Please repeat only these lines, exactly: the one containing "Input: one rendered map. Give" and all that come after it in the material.
☆ ☆ ☆ ☆ ☆
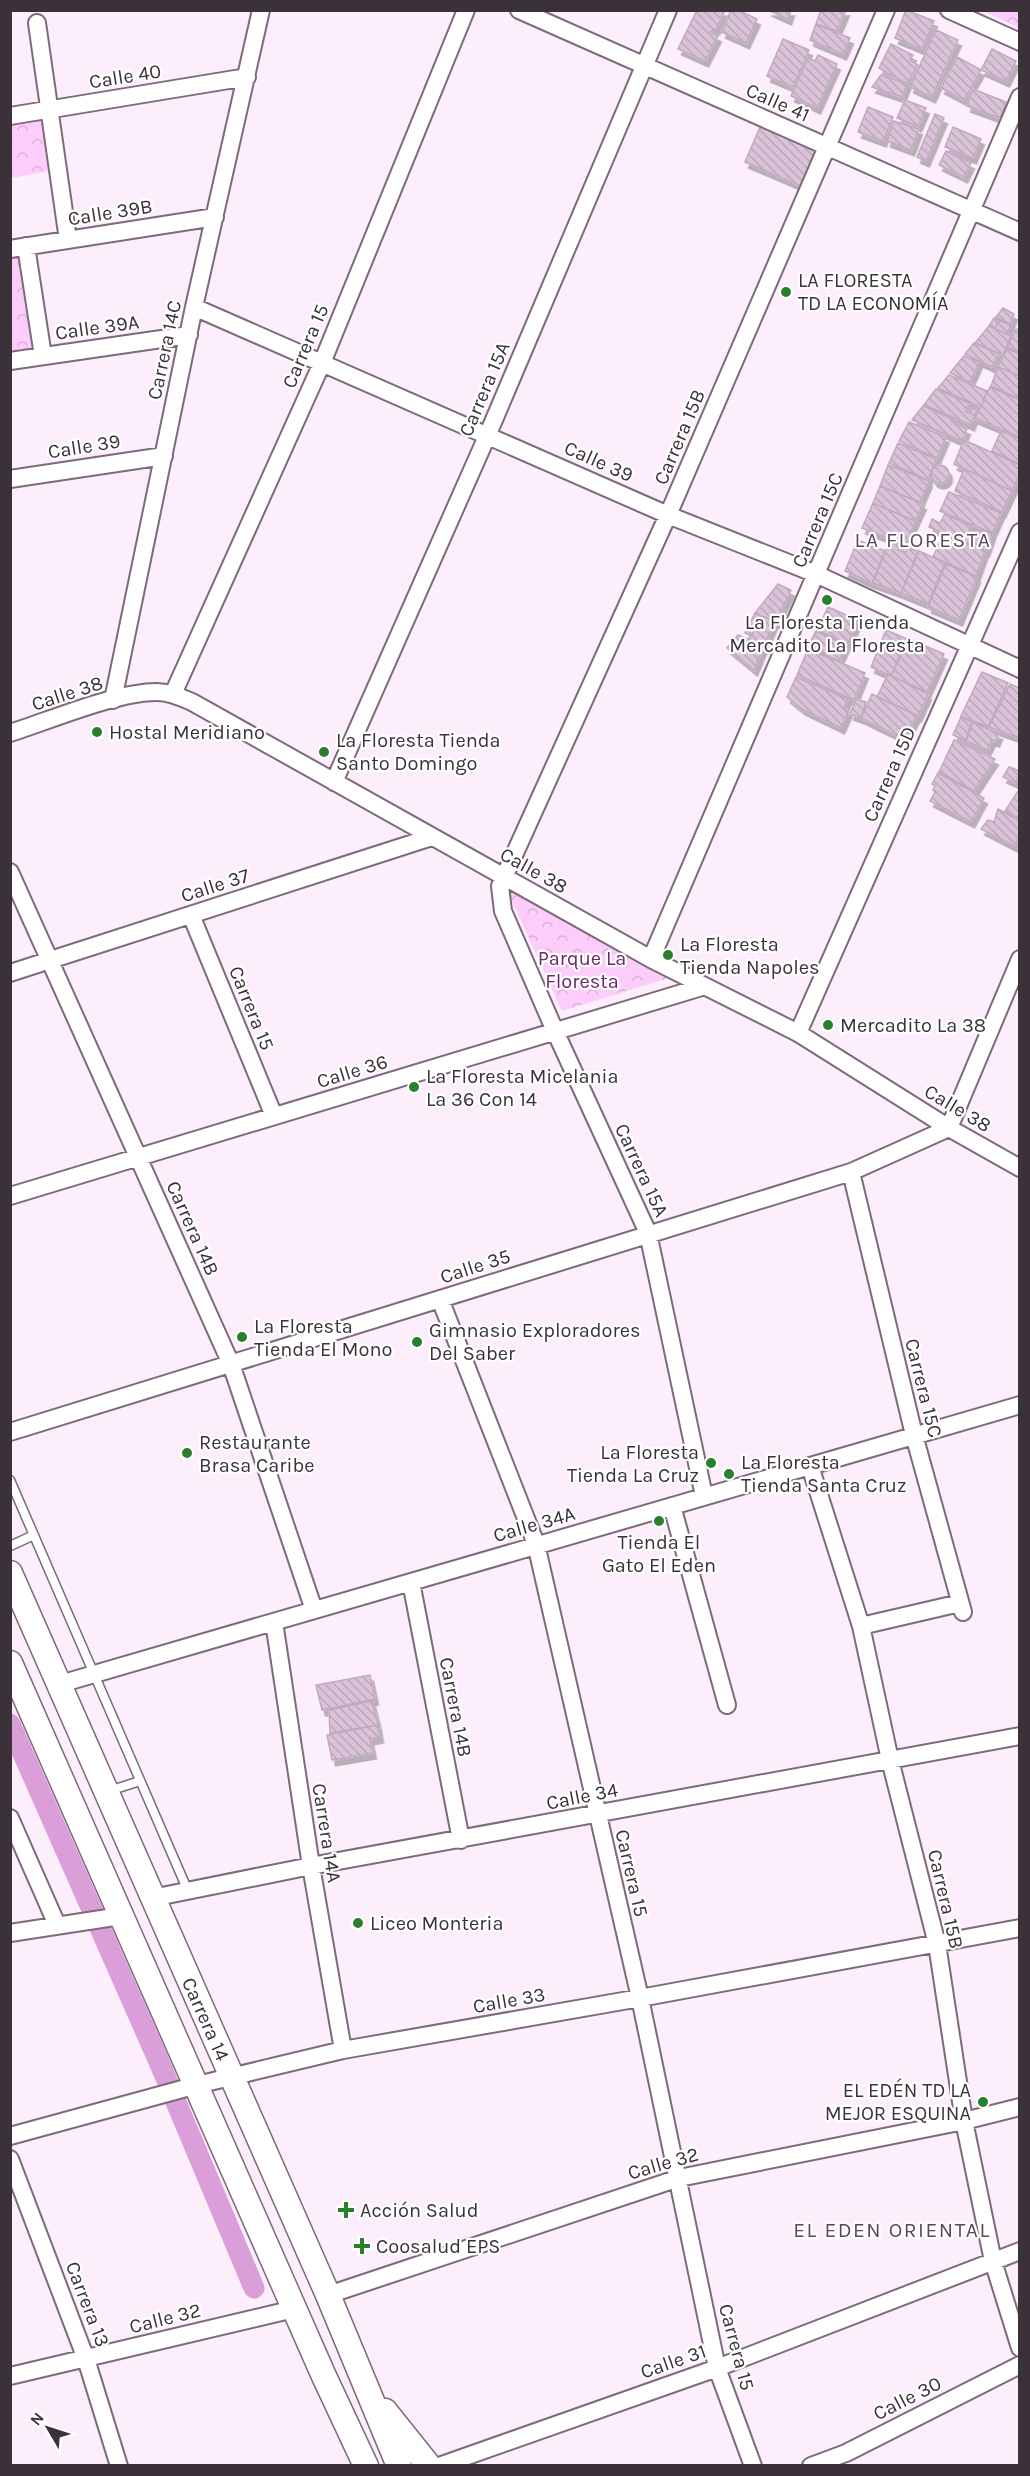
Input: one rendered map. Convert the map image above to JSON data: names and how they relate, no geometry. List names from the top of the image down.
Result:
{
  "streets": {
    "main road": ["Carrera 14"],
    "street": [
      "Calle 40",
      "Calle 41",
      "Calle 39B",
      "Calle 39A",
      "Carrera 15",
      "Carrera 14C",
      "Carrera 15A",
      "Carrera 15B",
      "Calle 39",
      "Carrera 15C",
      "Calle 38",
      "Carrera 15D",
      "Calle 37",
      "Calle 36",
      "Carrera 14B",
      "Calle 35",
      "Calle 34A",
      "Calle 34",
      "Carrera 14A",
      "Calle 33",
      "Calle 32",
      "Carrera 13",
      "Calle 31",
      "Calle 30"
    ]
  },
  "crossings": [
    ["Calle 40", "Carrera 14C"],
    ["Calle 41", "Carrera 15A"],
    ["Calle 41", "Carrera 15B"],
    ["Calle 41", "Carrera 15C"],
    ["Calle 39B", "Carrera 14C"],
    ["Calle 39A", "Carrera 14C"],
    ["Carrera 15", "Calle 39"],
    ["Carrera 15", "Calle 38"],
    ["Carrera 15", "Calle 37"],
    ["Carrera 15", "Calle 36"],
    ["Carrera 15", "Calle 35"],
    ["Carrera 15", "Calle 34A"],
    ["Carrera 15", "Calle 34"],
    ["Carrera 15", "Calle 33"],
    ["Carrera 15", "Calle 32"],
    ["Carrera 15", "Calle 31"],
    ["Carrera 14C", "Calle 39"],
    ["Carrera 14C", "Calle 38"],
    ["Carrera 15A", "Carrera 15B"],
    ["Carrera 15A", "Calle 39"],
    ["Carrera 15A", "Calle 38"],
    ["Carrera 15A", "Calle 36"],
    ["Carrera 15A", "Calle 35"],
    ["Carrera 15A", "Calle 34A"],
    ["Carrera 15B", "Calle 39"],
    ["Carrera 15B", "Carrera 15C"],
    ["Carrera 15B", "Calle 38"],
    ["Carrera 15B", "Calle 34A"],
    ["Carrera 15B", "Calle 34"],
    ["Carrera 15B", "Calle 33"],
    ["Carrera 15B", "Calle 32"],
    ["Carrera 15B", "Calle 31"],
    ["Calle 39", "Carrera 15C"],
    ["Calle 39", "Carrera 15D"],
    ["Carrera 15C", "Calle 38"],
    ["Carrera 15C", "Calle 35"],
    ["Carrera 15C", "Calle 34A"],
    ["Calle 38", "Carrera 15D"],
    ["Calle 38", "Calle 37"],
    ["Calle 38", "Calle 36"],
    ["Calle 38", "Calle 35"],
    ["Calle 37", "Carrera 14B"],
    ["Calle 36", "Carrera 14B"],
    ["Carrera 14B", "Calle 35"],
    ["Carrera 14B", "Calle 34A"],
    ["Carrera 14B", "Calle 34"],
    ["Calle 34A", "Carrera 14A"],
    ["Calle 34A", "Carrera 14"],
    ["Calle 34", "Carrera 14A"],
    ["Calle 34", "Carrera 14"],
    ["Carrera 14A", "Calle 33"],
    ["Calle 33", "Carrera 14"],
    ["Carrera 14", "Calle 32"],
    ["Calle 32", "Carrera 13"]
  ],
  "districts": ["LA FLORESTA", "EL EDEN ORIENTAL"],
  "parks": ["Parque La Floresta"],
  "places": {
    "other": [
      "LA FLORESTA TD LA ECONOMÍA",
      "La Floresta Tienda Mercadito La Floresta",
      "Hostal Meridiano",
      "La Floresta Tienda Santo Domingo",
      "La Floresta Tienda Napoles",
      "Mercadito La 38",
      "La Floresta Micelania La 36 Con 14",
      "La Floresta Tienda El Mono",
      "Gimnasio Exploradores Del Saber",
      "Restaurante Brasa Caribe",
      "La Floresta Tienda La Cruz",
      "La Floresta Tienda Santa Cruz",
      "Tienda El Gato El Eden",
      "Liceo Monteria",
      "EL EDÉN TD LA MEJOR ESQUINA"
    ],
    "health": ["Acción Salud", "Coosalud EPS"]
  },
  "north": "top left"
}
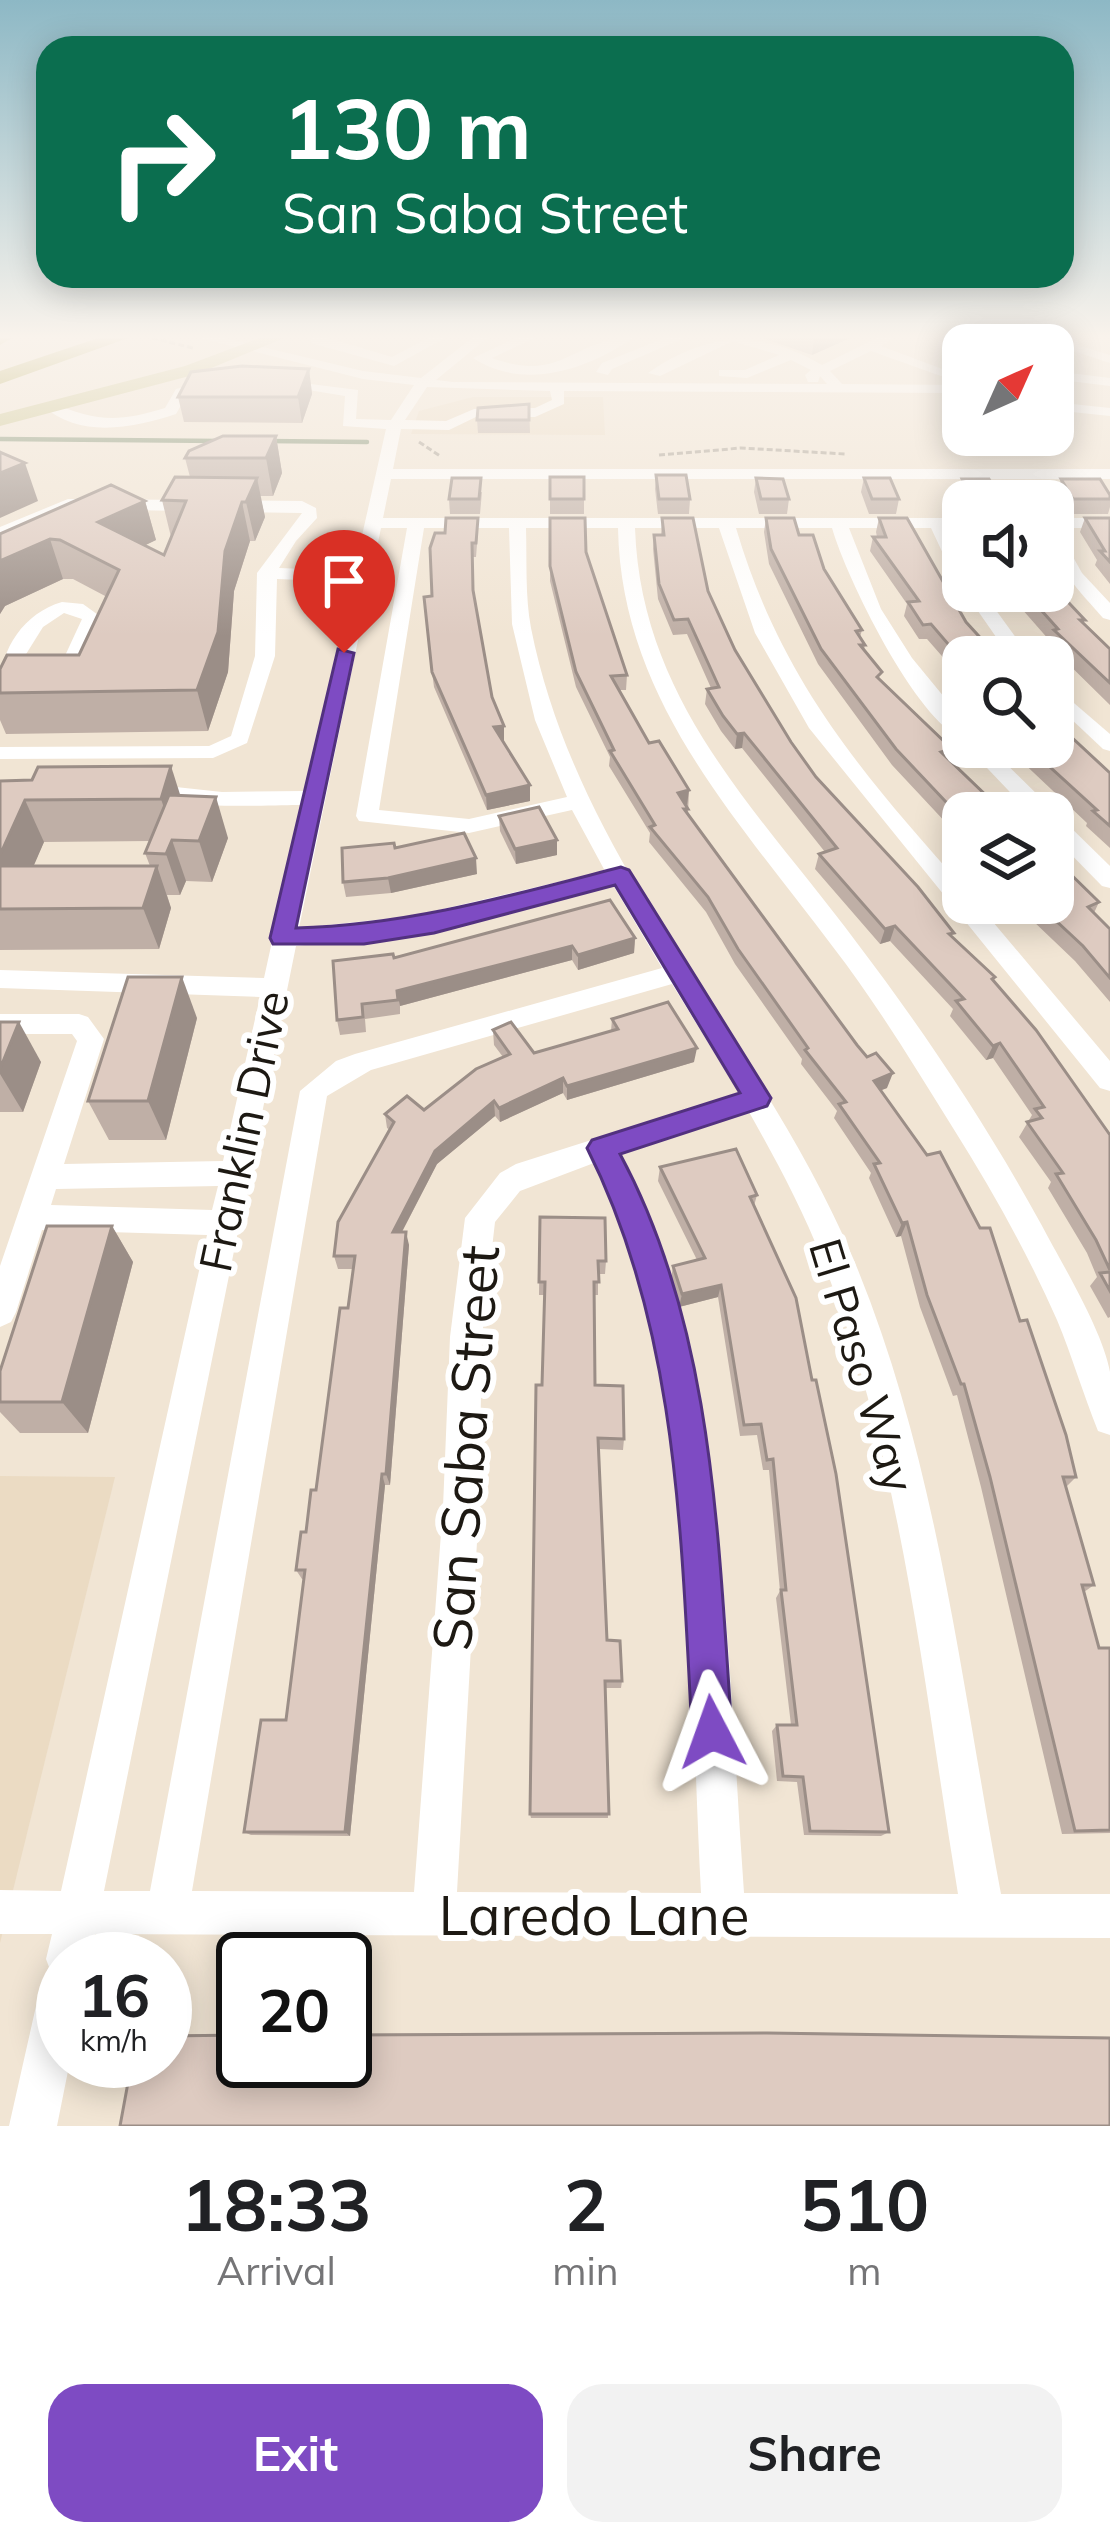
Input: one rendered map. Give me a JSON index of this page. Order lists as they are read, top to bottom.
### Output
{
  "streets": {
    "street": [
      "Franklin Drive",
      "El Paso Way",
      "San Saba Street",
      "Laredo Lane"
    ]
  },
  "crossings": [
    ["Franklin Drive", "Laredo Lane"],
    ["El Paso Way", "San Saba Street"],
    ["El Paso Way", "Laredo Lane"],
    ["San Saba Street", "Laredo Lane"]
  ],
  "north": "top right",
  "page": {
    "turn": ["130 m", "San Saba Street"],
    "speed": "16 km/h",
    "limit": "20",
    "eta": [
      "18:33",
      "Arrival",
      "2",
      "min",
      "510",
      "m"
    ],
    "buttons": ["Exit", "Share"]
  }
}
☆ ☆ ☆ ☆ ☆
▶ **EXERCISE RESPONSE**
Input: one rendered map. Give me a JSON index of this page. Order lists as they are read, top to bottom.
### Output
{
  "streets": {
    "street": [
      "Franklin Drive",
      "El Paso Way",
      "San Saba Street",
      "Laredo Lane"
    ]
  },
  "crossings": [
    ["Franklin Drive", "Laredo Lane"],
    ["El Paso Way", "San Saba Street"],
    ["El Paso Way", "Laredo Lane"],
    ["San Saba Street", "Laredo Lane"]
  ],
  "north": "top right",
  "page": {
    "turn": ["130 m", "San Saba Street"],
    "speed": "16 km/h",
    "limit": "20",
    "eta": [
      "18:33",
      "Arrival",
      "2",
      "min",
      "510",
      "m"
    ],
    "buttons": ["Exit", "Share"]
  }
}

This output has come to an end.